Let's remove our temp files again and make a "clean_ids" file:

In [None]:
!rm temp*
!sort multiple_ids | uniq > clean_ids
!wc -l multiple_ids clean_ids

You should see something like this:

 14 multiple_ids
 7 clean_ids
 21 total

## Step 7: Using the sed command to alter the ids

We can use "sed" to alter the IDs. The "s//" command says to "substitute" the first thing with the second thing, e.g., to replace the first occurence of "foo" with "bar", use ["s/foo/bar/"](http://stackoverflow.com/questions/4868904/what-is-the-origin-of-foo-and-bar). If you want to replace all instances, of "foo" with "bar", use ["s/foo/bar/g"] to say you want to run the command "globally.

In [None]:
!sed 's/C/c/' clean_ids
!sed 's/_/./' clean_ids
!sed 's/>//' clean_ids > newclean_ids

After we run these sed commands, what do our ids look like? Can you write a few Unix commands below to see what is in the newclean_ids file?

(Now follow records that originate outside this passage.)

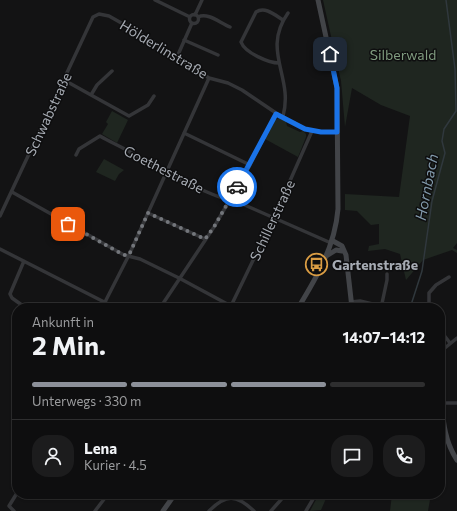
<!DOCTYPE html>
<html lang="de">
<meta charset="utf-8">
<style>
:root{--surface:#0e0e0f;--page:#1c1c1d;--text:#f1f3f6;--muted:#9b9c9e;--line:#2e2e2f;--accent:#8c9099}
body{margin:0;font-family:Commissioner,sans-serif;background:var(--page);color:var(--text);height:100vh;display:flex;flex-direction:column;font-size:15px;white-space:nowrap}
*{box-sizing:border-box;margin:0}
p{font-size:13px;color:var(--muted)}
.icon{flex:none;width:22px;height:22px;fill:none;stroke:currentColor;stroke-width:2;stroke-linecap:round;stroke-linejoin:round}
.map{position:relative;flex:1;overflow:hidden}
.drawer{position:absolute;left:12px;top:303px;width:433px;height:196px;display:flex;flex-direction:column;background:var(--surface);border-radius:16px;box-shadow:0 1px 3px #0004,0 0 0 1px var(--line)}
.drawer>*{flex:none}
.pin{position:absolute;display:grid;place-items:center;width:34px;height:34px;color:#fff;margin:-17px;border-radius:8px;box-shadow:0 2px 6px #0006}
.courier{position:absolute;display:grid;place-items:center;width:40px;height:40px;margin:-20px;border:3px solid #1a73e8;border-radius:50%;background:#fff;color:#222;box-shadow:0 1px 5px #0007}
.overview em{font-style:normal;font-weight:700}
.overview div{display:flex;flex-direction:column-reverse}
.overview{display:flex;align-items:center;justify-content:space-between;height:68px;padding:0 20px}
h1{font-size:26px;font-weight:700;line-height:30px}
.bar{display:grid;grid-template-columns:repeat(4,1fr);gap:6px 4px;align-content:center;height:48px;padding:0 20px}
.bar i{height:5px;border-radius:3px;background:var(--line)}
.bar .on{background:var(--accent)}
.bar p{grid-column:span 4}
.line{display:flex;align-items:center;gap:10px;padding:0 20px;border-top:1px solid var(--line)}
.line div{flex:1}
.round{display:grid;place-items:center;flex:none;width:42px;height:42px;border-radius:16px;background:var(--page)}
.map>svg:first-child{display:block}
.green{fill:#1f2620}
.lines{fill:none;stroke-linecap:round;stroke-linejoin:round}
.stream{stroke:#30383d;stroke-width:1.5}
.street{stroke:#343538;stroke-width:3.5}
.secondary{stroke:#424448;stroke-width:5}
.done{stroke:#73767b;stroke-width:4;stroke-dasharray:0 7.2}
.route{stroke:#1a73e8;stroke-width:5}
.labels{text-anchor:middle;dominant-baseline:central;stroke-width:3;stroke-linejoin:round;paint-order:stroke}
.street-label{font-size:14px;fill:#a6abb3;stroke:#0e0e0f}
.park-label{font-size:14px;fill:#7f9b7f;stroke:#0e0e0f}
.poi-label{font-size:14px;font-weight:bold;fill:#a6abb3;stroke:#0e0e0f;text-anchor:start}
.water-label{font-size:15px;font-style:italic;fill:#8199aa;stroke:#0e0e0f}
</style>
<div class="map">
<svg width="457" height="511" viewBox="0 0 457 511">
<rect width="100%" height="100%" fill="#131314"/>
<path class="green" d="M323 0H457V243L453 248 457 250V253L452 250 423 260 406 280 400 254 385 249 368 251 369 246 379 244V224L371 225 357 211 345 210V194L399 197 410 116 381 105 352 88 345 127 341 81Z
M112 111 128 120 117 143 102 134 108 124 106 122Z
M279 118 286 122 287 126 300 132 303 131 306 134V137L298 157 265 139 275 120Z
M104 159 124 170 119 174 115 181 96 172Z
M319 494H328L321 510 310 511Z
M392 494H431L428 511H390Z"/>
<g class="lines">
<path class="stream" d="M410 308 422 271 432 201 445 153 442 141 444 129 456 111 455 69 446 0"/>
<path class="street" d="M155 0 190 17
M189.5 19a4.5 4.5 0 1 1 9 0a4.5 4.5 0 1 1-9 0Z
M195 15 202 0
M198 17C208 12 220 23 230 27
M184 40 218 55
M177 57 192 23
M279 63C269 63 245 53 241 42L256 12C265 6 275 15 283 20
M64 80 91 95 97 85 112 71
M91 95 129 116 148 105 154 96
M283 116C294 77 261 51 288 13
M184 133 250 165
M76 155 79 149 100 136C110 142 120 146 130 152 146 161 217 201 231 199L331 243
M12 192 124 255 140 259 179 278 231 306
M148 213 205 239
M0 216 93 17 99 14 109 16 146 37 209 78 228 83 242 90 276 113 305 129 321 132H337
M0 249 116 308
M24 261 10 294 12 298 26 308
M105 302 129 255 209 78
M351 302 360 301 381 306
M160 308 214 227 250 165 276 113
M230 308 274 217 312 131
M381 308 387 280V274
M429 308V293L436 285 449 277
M440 330 450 343
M440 352 457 338
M441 403H457
M14 511 9 506 17 493
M95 511 108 494
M209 511C226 494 236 494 254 511
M271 511 286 494
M306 511 316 494"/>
<path class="secondary" d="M333 241 342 246 346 255 352 308
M328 255 336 250 342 251
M298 308C317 277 335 246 338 209L337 88 318 0
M440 392C443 416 443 439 457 460
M163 511 175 494"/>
</g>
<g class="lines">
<path class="done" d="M68 224 124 255H129L148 213 205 239 214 227 237 187"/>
<path class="route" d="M237 187 276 114 305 129 321 132H337V88L330 54"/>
</g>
<defs>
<symbol id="bus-ring" viewBox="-11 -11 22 22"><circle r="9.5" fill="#0e0e0f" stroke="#da9d44" stroke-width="1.5"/><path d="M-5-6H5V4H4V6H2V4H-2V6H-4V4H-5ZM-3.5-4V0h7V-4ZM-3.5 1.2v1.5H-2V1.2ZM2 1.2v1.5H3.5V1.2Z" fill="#da9d44"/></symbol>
</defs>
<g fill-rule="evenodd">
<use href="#bus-ring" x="304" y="252" width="25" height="25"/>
</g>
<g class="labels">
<g class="street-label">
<text transform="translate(164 49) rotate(31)">Hölderlinstraße</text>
<text transform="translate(48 114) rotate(-65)">Schwabstraße</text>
<text transform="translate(164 169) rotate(27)">Goethestraße</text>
<text transform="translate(272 220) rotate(-65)">Schillerstraße</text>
</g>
<g class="park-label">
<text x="403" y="54">Silberwald</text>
</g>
<g class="poi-label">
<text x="332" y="264">Gartenstraße</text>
</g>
<g class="water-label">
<text transform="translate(426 187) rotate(-79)">Hornbach</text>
</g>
</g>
</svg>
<div class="pin" style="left:68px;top:224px;background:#ea580c"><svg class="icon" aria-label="bag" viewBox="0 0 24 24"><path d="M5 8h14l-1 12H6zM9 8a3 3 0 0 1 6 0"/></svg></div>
<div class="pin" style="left:330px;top:54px;background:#1f2937"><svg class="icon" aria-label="home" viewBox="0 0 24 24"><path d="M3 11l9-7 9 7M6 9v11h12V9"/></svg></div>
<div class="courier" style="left:237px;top:187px"><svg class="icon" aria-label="car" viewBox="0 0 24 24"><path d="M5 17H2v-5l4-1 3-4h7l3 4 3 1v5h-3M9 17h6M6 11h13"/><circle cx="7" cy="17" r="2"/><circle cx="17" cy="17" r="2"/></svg></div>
<section class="drawer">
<div class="overview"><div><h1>2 Min.</h1><p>Ankunft in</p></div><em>14:07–14:12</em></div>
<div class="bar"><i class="on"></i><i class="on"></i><i class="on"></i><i></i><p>Unterwegs · 330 m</p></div>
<div class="line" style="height:72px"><a class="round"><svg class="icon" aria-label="person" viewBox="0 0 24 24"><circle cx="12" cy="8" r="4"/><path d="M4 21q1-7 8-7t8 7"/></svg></a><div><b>Lena</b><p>Kurier · 4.5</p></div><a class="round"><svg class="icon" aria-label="chat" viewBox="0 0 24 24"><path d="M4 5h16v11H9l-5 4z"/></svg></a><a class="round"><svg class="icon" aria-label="phone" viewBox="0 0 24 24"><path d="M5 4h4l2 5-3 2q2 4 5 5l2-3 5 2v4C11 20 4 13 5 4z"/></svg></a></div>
</section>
</div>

What did you change with the first two commands? Did it "stick", aka was saved in the clean_ids file?

In [None]:
!cat clean_ids 
!cat newclean_ids

As we see with the cat command above, only the last sed command stuck and saved into the newclean_ids file. We have a few options to get all of them to work. We could pipe it all together, or we can use this handy -e flag and just space our substitutions with "/" in between the quotes. Usually, a single command is specified as the first argument to sed.  BUt, you can add multiple commands by using the -e (piping from cat) or -f (in a file) options.  All commands are applied to the input in the order they are specified regardless of their origin.

In [None]:
!sed -e 's/C/c/;s/_/./;s/>//' clean_ids > final_clean_ids

In [None]:
!cat final_clean_ids

Now we see all of our wanted substitutions have been placed into this final_clean_ids file for futher use.